## Problem to solve
When you repeat the material, keep each line exact and omit the pictures.

## Given data
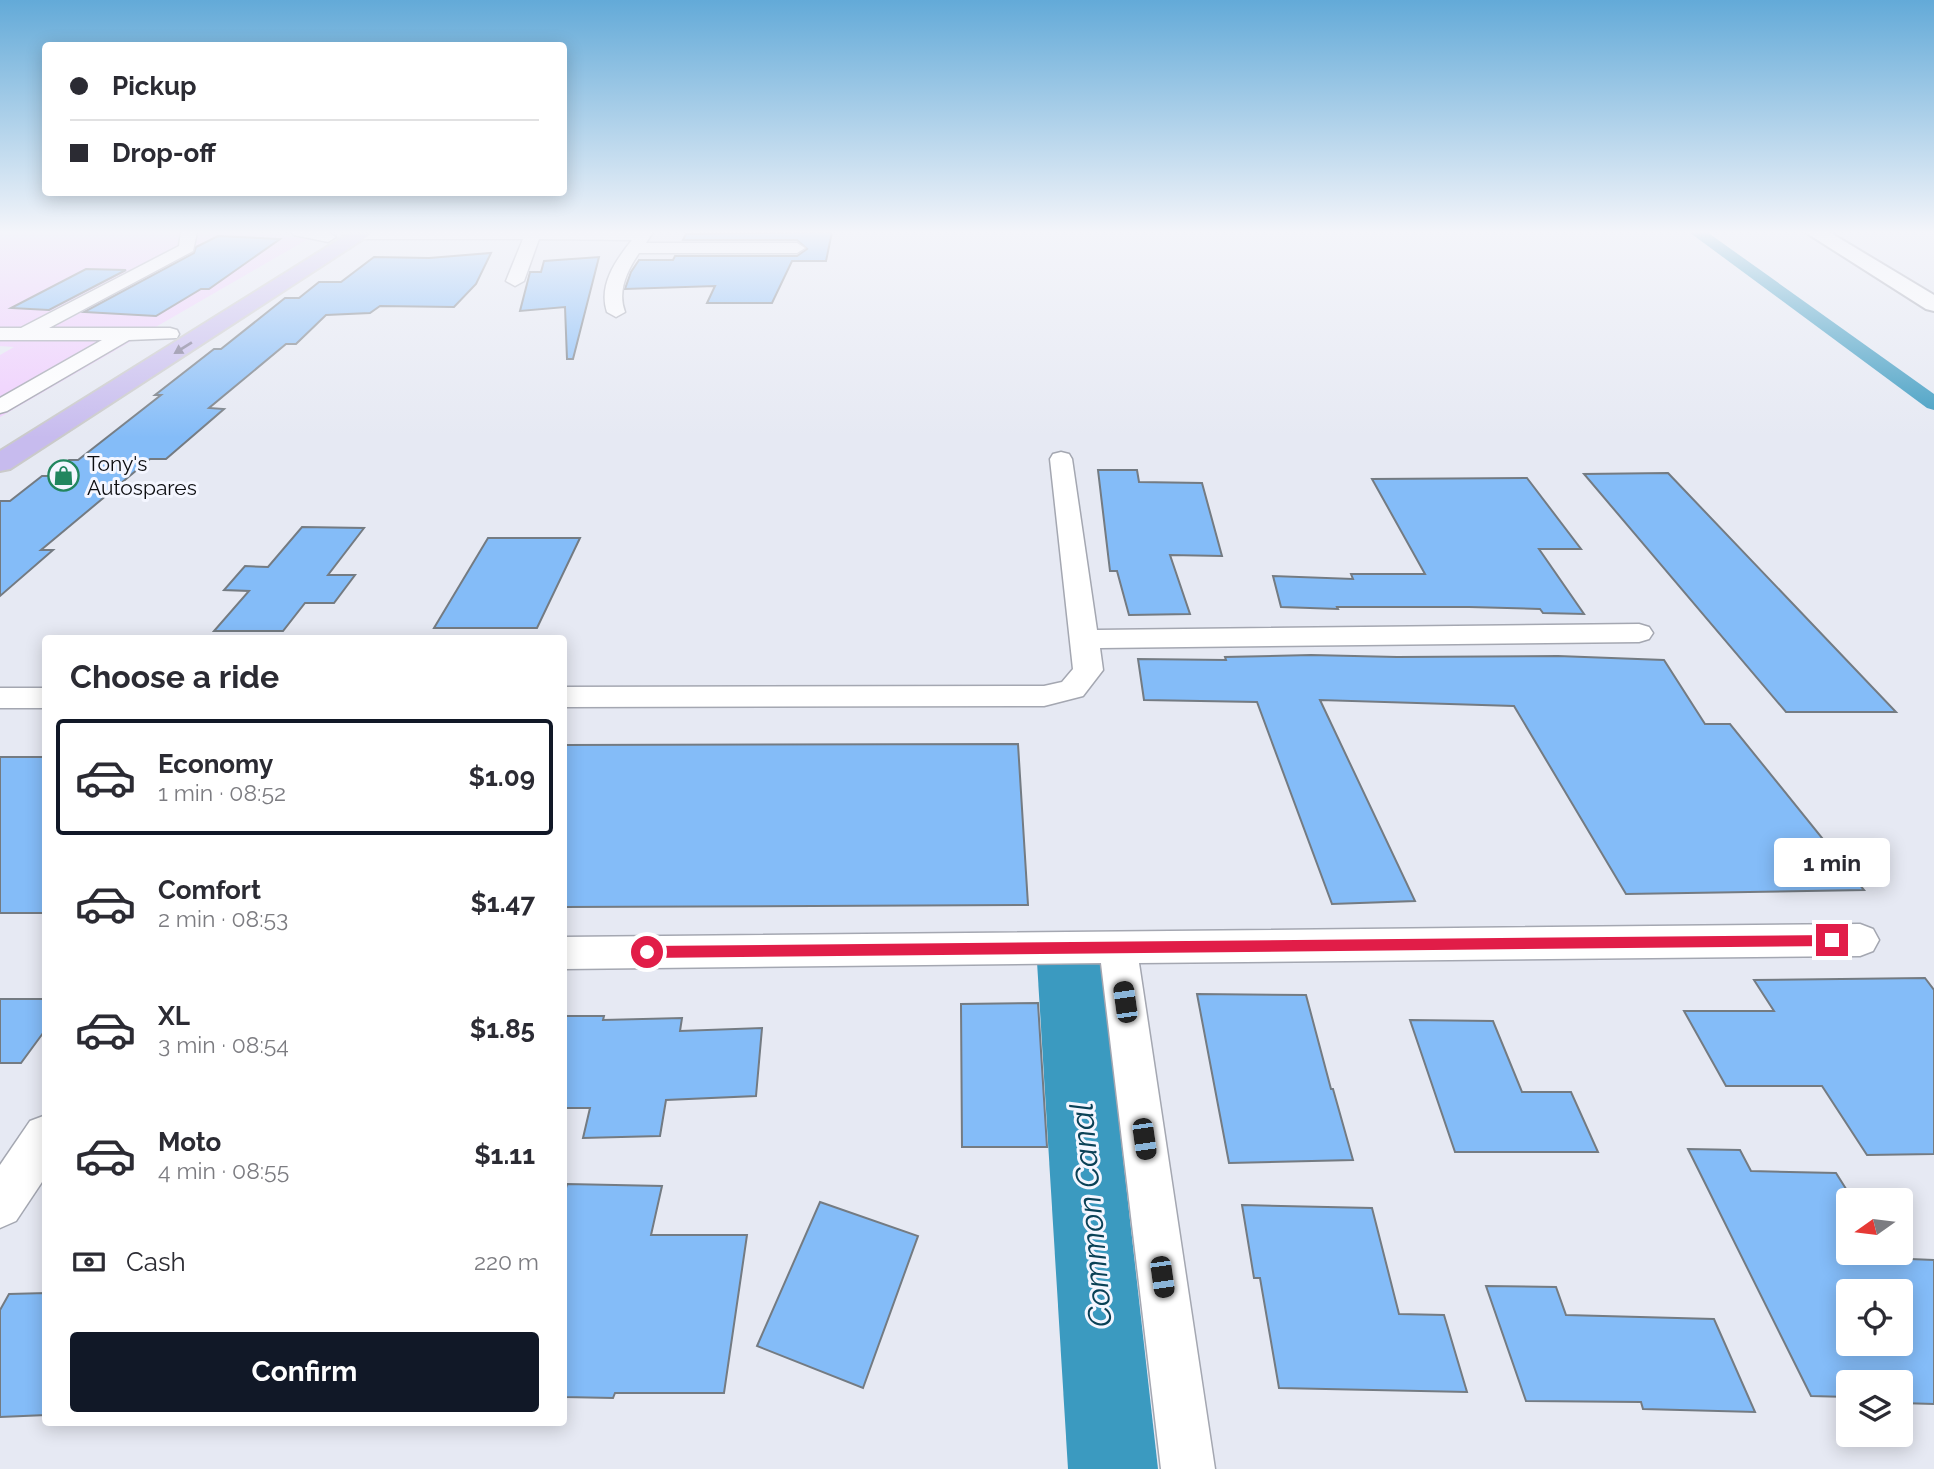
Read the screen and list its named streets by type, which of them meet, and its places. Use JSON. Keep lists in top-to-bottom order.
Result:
{
  "water": ["Common Canal"],
  "places": {
    "shop": ["Tony's Autospares"]
  },
  "north": "left",
  "page": {
    "banner": ["Pickup", "Drop-off"],
    "heading": "Choose a ride",
    "list": [
      {
        "name": "Economy",
        "note": "1 min · 08:52",
        "value": "$1.09"
      },
      {
        "name": "Comfort",
        "note": "2 min · 08:53",
        "value": "$1.47"
      },
      {
        "name": "XL",
        "note": "3 min · 08:54",
        "value": "$1.85"
      },
      {
        "name": "Moto",
        "note": "4 min · 08:55",
        "value": "$1.11"
      }
    ],
    "bubble": "1 min",
    "pay": ["Cash", "220 m"],
    "buttons": "Confirm"
  }
}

## Answer space
Read the screen and list its named streets by type, which of them meet, and its places. Use JSON. Keep lists in top-to-bottom order.
Result:
{
  "water": ["Common Canal"],
  "places": {
    "shop": ["Tony's Autospares"]
  },
  "north": "left",
  "page": {
    "banner": ["Pickup", "Drop-off"],
    "heading": "Choose a ride",
    "list": [
      {
        "name": "Economy",
        "note": "1 min · 08:52",
        "value": "$1.09"
      },
      {
        "name": "Comfort",
        "note": "2 min · 08:53",
        "value": "$1.47"
      },
      {
        "name": "XL",
        "note": "3 min · 08:54",
        "value": "$1.85"
      },
      {
        "name": "Moto",
        "note": "4 min · 08:55",
        "value": "$1.11"
      }
    ],
    "bubble": "1 min",
    "pay": ["Cash", "220 m"],
    "buttons": "Confirm"
  }
}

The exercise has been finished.